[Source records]
....
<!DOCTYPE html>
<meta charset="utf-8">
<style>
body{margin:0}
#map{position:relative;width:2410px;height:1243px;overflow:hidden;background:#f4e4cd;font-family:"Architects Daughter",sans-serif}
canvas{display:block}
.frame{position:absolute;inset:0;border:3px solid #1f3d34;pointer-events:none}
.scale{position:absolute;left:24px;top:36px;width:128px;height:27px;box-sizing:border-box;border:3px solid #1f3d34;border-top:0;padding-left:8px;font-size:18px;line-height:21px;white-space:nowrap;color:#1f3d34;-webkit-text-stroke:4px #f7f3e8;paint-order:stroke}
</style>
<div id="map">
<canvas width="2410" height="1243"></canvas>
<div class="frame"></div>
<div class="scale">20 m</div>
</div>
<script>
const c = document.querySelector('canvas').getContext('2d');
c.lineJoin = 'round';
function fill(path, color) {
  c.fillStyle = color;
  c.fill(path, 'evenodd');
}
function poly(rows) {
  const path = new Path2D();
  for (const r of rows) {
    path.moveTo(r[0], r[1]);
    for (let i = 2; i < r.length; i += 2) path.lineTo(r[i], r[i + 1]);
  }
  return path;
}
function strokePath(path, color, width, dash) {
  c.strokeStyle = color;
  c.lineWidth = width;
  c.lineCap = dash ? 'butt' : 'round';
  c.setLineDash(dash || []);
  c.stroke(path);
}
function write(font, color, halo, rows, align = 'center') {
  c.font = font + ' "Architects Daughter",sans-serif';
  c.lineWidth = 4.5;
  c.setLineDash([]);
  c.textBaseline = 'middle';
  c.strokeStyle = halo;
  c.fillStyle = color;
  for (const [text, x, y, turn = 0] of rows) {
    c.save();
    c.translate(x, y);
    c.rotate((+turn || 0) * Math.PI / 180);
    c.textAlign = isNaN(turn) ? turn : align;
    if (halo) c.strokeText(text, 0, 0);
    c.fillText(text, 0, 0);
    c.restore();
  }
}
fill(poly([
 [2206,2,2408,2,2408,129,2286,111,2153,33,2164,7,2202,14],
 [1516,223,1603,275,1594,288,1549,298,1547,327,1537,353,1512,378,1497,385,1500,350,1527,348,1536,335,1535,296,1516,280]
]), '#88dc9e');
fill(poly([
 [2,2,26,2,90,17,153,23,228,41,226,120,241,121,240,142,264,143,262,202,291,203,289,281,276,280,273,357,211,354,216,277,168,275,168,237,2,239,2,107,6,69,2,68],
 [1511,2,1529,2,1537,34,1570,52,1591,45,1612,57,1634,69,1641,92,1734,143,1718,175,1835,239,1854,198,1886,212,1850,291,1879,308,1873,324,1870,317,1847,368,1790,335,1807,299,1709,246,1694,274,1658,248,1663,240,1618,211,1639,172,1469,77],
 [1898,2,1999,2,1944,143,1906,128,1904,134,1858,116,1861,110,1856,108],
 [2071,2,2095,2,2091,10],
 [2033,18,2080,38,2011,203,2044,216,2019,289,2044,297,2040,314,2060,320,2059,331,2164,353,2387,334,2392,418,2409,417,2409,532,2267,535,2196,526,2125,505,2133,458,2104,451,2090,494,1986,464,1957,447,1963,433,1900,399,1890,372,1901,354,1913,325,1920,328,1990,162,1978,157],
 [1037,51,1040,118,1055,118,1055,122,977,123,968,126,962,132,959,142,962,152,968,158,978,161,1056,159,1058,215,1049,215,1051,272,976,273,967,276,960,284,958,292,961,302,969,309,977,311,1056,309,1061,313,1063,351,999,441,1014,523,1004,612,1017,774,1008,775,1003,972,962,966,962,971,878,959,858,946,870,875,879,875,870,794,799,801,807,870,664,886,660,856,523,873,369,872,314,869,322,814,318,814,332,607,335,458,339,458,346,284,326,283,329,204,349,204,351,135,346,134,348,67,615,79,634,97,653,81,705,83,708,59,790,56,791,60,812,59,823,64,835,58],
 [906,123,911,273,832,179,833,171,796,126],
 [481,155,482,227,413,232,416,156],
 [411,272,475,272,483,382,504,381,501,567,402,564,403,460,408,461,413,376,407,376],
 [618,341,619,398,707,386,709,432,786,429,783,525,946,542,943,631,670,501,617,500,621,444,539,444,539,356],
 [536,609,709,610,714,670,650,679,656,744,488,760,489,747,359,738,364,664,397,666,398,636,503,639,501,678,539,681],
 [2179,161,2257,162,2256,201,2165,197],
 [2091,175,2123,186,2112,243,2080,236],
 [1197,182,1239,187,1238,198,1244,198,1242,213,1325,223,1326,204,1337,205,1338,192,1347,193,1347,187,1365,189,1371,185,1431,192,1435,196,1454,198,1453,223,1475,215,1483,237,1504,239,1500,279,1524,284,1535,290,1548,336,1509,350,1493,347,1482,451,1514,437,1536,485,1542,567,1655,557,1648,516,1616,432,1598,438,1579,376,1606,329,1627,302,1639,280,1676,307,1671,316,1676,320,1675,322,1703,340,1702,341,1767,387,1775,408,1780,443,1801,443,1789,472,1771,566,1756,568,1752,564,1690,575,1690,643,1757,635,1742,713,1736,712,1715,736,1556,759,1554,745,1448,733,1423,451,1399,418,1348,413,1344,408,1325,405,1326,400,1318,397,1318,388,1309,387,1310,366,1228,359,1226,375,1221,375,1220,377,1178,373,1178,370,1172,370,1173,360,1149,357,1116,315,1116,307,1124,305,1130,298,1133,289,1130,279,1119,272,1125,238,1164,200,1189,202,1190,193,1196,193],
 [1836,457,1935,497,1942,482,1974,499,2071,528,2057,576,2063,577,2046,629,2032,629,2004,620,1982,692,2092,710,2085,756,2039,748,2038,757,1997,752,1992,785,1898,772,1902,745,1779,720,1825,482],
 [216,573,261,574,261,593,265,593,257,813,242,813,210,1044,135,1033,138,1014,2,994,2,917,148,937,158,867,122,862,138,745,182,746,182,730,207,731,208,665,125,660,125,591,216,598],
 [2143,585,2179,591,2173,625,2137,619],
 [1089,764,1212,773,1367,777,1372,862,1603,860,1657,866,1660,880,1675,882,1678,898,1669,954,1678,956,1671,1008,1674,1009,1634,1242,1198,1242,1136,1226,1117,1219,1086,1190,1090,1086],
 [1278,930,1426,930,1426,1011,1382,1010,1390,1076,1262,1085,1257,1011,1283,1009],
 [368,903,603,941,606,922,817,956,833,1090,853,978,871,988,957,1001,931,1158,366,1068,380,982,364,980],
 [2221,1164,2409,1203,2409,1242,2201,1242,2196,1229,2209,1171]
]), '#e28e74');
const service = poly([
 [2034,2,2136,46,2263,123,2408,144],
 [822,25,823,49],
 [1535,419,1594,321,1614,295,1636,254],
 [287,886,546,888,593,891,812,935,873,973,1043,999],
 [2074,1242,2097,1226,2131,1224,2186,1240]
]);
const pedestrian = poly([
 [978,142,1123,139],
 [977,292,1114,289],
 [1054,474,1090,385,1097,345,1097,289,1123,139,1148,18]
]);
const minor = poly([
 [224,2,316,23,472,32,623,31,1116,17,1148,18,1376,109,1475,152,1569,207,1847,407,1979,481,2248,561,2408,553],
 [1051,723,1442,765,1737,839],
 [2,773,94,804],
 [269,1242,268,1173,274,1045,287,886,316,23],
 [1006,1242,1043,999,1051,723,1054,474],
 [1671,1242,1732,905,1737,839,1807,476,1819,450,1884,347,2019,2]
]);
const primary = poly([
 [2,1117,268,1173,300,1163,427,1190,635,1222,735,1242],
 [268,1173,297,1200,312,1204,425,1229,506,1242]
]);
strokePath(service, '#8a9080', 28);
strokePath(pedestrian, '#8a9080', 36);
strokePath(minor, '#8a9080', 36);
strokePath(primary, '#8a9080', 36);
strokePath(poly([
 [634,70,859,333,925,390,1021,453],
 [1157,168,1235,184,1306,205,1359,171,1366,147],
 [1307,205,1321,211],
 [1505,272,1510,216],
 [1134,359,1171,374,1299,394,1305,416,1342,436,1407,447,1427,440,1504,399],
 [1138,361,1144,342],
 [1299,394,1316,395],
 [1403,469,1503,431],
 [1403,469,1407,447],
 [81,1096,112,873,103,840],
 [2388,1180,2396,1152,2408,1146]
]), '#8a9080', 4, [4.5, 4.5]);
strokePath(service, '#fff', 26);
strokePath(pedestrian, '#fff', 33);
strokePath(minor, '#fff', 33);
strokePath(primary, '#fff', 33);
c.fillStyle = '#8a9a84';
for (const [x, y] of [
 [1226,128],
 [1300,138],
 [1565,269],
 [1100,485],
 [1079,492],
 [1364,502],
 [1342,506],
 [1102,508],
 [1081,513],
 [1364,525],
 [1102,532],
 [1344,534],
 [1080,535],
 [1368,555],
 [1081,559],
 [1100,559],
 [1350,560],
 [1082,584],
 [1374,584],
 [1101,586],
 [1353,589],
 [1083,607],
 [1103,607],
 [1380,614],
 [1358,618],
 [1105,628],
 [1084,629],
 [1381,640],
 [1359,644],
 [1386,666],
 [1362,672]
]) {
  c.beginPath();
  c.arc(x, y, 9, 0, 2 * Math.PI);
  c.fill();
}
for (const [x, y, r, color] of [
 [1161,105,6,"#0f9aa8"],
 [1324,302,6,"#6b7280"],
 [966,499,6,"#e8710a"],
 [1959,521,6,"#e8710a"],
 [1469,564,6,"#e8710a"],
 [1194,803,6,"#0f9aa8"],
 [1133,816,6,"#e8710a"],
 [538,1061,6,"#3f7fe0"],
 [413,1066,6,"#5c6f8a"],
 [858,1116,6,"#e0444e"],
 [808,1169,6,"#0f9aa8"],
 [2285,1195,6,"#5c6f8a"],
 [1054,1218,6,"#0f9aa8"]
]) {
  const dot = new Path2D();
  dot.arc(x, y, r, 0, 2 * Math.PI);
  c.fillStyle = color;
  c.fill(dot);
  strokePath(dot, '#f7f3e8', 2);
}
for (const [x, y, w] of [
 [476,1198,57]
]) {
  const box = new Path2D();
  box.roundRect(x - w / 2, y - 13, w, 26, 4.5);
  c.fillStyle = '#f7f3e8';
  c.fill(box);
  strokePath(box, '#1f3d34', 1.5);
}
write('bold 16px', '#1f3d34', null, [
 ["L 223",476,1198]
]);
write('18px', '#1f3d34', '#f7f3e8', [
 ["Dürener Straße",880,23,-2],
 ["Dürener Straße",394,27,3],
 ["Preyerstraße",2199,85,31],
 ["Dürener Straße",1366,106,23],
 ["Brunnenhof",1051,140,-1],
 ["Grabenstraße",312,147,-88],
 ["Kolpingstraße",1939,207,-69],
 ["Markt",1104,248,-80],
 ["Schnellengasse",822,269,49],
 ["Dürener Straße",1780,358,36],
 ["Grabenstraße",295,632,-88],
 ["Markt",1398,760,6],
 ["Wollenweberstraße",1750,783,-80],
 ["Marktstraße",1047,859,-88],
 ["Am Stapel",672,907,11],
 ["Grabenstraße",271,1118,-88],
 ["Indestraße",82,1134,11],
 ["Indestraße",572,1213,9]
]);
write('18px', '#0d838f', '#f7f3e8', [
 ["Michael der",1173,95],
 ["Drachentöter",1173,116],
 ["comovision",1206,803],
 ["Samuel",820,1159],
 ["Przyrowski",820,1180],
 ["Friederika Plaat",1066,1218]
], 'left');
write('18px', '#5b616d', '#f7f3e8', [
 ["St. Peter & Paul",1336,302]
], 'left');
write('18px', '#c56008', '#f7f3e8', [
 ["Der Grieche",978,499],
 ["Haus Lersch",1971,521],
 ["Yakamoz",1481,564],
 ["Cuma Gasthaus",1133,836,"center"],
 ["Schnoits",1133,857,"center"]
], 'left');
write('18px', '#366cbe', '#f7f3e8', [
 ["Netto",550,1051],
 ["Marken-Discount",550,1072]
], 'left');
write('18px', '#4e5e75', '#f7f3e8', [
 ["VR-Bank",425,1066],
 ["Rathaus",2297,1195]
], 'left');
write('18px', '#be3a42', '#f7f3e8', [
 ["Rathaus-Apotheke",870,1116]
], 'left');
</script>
....
[WORK REQUEST] Find and copy every line in the entries above where the string "Math" occurs.

[TASK SOLUTION]
    c.rotate((+turn || 0) * Math.PI / 180);
  c.arc(x, y, 9, 0, 2 * Math.PI);
  dot.arc(x, y, r, 0, 2 * Math.PI);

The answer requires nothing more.